→ **Exercise objective**
Copy the lines below that contain "Goleman".

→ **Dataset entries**
________________________________________

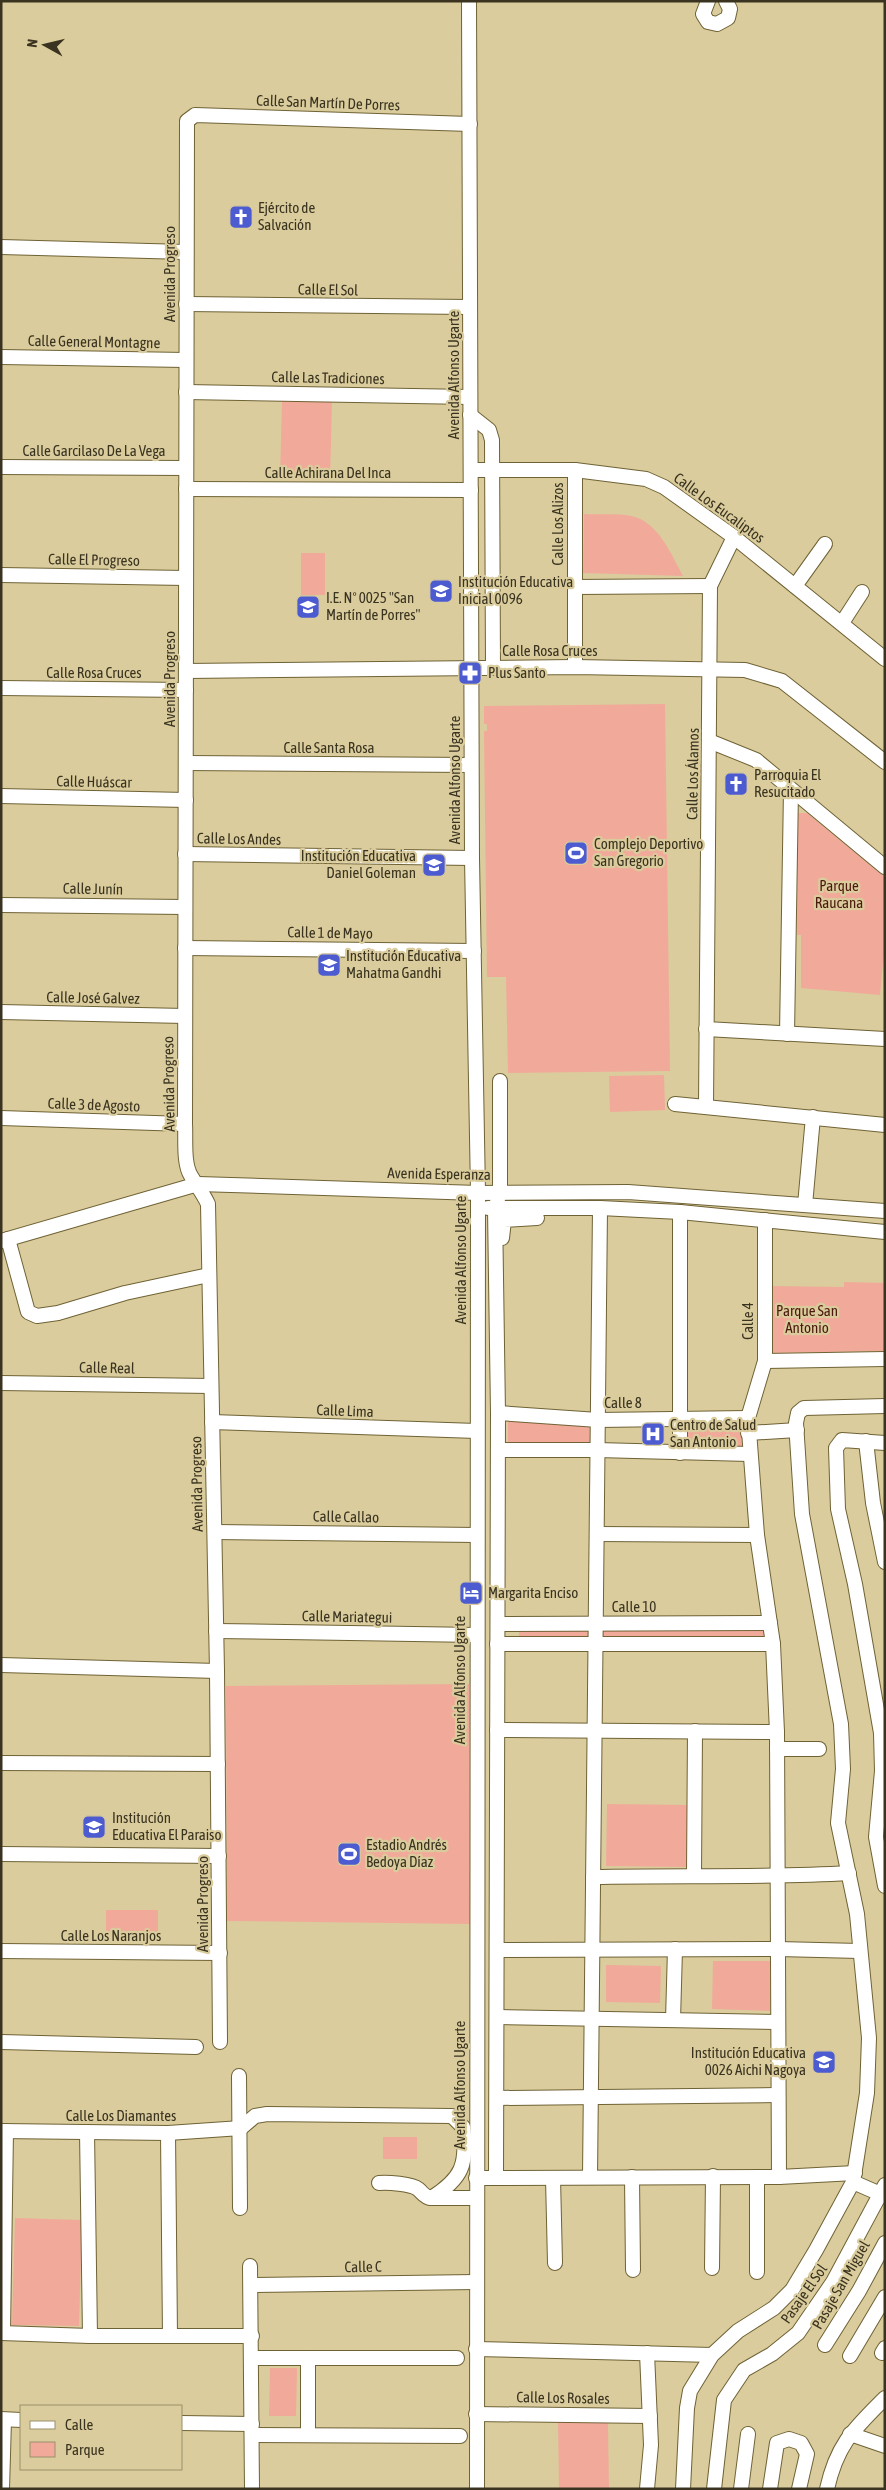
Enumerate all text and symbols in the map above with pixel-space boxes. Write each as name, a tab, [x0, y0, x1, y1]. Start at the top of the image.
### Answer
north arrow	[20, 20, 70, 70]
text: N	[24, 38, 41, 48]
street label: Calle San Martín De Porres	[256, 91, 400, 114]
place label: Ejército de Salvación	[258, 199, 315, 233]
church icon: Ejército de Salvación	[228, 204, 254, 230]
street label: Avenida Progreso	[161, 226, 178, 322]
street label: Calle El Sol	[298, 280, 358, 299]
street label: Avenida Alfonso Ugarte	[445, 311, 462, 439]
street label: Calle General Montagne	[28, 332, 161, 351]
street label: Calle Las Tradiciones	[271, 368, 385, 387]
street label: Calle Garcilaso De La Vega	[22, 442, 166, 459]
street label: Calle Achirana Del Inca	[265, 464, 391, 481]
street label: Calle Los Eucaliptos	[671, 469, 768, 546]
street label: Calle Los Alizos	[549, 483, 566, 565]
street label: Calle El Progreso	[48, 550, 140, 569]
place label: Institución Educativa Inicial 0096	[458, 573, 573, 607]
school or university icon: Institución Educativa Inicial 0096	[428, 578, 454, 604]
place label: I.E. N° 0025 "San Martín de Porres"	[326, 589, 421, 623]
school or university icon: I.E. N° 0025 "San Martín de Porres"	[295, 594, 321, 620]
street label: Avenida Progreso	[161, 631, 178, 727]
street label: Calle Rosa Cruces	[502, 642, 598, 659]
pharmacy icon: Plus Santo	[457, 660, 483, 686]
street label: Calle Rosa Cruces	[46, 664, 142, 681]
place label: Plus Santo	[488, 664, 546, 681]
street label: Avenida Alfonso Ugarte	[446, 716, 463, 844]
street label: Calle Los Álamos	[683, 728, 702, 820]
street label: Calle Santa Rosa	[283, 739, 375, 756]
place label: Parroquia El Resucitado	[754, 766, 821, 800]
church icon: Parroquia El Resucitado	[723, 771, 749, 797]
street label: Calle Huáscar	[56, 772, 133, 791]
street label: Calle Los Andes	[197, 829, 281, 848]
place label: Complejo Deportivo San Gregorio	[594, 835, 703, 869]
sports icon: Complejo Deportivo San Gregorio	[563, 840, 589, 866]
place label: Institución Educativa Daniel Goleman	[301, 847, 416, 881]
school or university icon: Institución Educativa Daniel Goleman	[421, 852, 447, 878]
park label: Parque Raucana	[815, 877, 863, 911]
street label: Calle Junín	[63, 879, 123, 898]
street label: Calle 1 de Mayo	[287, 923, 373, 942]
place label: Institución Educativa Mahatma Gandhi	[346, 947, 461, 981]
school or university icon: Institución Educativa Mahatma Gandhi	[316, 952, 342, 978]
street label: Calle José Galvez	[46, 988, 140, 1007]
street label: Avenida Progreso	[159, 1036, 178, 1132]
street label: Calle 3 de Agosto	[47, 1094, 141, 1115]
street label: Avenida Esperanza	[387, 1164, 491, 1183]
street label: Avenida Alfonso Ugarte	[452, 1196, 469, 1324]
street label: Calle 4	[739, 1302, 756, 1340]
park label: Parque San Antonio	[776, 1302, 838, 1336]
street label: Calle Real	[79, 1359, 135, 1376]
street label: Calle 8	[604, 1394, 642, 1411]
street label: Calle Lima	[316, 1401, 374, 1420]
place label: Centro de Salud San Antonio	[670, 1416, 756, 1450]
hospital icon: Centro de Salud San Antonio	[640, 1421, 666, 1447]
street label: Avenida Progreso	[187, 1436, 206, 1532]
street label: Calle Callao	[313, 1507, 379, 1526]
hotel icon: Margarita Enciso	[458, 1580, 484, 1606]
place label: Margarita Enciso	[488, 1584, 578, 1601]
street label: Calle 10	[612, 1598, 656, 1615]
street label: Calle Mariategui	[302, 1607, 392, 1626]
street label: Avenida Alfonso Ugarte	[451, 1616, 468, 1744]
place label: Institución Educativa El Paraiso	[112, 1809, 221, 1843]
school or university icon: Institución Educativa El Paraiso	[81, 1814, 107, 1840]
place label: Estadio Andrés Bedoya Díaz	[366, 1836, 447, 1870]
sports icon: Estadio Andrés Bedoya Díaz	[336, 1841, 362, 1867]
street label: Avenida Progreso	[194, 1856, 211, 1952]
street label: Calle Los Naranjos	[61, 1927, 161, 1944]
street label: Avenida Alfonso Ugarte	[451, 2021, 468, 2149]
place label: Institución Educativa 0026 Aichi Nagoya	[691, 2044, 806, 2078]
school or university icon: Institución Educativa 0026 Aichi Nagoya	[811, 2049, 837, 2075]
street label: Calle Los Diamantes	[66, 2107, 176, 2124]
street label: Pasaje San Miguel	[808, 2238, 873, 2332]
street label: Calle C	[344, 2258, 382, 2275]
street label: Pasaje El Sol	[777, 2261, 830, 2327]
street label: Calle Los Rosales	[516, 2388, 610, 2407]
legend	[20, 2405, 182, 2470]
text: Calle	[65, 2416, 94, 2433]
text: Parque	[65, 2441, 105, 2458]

________________________________________

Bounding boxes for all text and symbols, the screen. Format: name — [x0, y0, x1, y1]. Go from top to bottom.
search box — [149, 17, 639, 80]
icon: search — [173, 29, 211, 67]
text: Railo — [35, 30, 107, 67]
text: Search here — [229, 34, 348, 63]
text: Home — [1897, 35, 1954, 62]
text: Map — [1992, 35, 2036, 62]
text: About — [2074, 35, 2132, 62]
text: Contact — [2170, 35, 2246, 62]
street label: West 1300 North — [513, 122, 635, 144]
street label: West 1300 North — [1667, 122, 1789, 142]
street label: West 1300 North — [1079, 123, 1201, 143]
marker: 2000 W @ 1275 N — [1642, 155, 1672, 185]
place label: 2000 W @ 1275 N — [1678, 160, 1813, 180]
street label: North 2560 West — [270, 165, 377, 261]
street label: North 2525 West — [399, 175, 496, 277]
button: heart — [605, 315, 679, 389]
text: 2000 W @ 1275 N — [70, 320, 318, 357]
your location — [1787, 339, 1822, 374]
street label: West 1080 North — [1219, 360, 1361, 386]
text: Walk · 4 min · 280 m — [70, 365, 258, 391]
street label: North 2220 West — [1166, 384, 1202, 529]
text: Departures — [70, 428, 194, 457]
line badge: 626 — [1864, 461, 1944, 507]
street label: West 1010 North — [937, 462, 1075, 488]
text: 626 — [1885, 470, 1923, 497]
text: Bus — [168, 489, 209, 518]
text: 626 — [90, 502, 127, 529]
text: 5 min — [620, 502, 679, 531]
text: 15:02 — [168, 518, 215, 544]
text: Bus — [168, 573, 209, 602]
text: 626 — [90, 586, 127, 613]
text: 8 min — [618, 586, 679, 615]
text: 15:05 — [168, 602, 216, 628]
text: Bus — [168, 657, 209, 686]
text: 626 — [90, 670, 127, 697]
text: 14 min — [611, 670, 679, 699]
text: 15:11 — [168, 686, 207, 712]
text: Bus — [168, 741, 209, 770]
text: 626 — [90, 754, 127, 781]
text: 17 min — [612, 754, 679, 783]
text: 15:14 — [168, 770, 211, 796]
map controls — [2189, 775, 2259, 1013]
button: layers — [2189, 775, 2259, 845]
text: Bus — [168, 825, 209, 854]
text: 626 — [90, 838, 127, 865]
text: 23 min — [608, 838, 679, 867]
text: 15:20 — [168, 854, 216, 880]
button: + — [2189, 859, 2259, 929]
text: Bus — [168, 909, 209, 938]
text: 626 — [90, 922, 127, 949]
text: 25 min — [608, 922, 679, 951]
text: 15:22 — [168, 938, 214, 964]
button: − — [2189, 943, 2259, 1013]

________________________________________

→ **Written response**
place label: Institución Educativa Daniel Goleman	[301, 847, 416, 881]
school or university icon: Institución Educativa Daniel Goleman	[421, 852, 447, 878]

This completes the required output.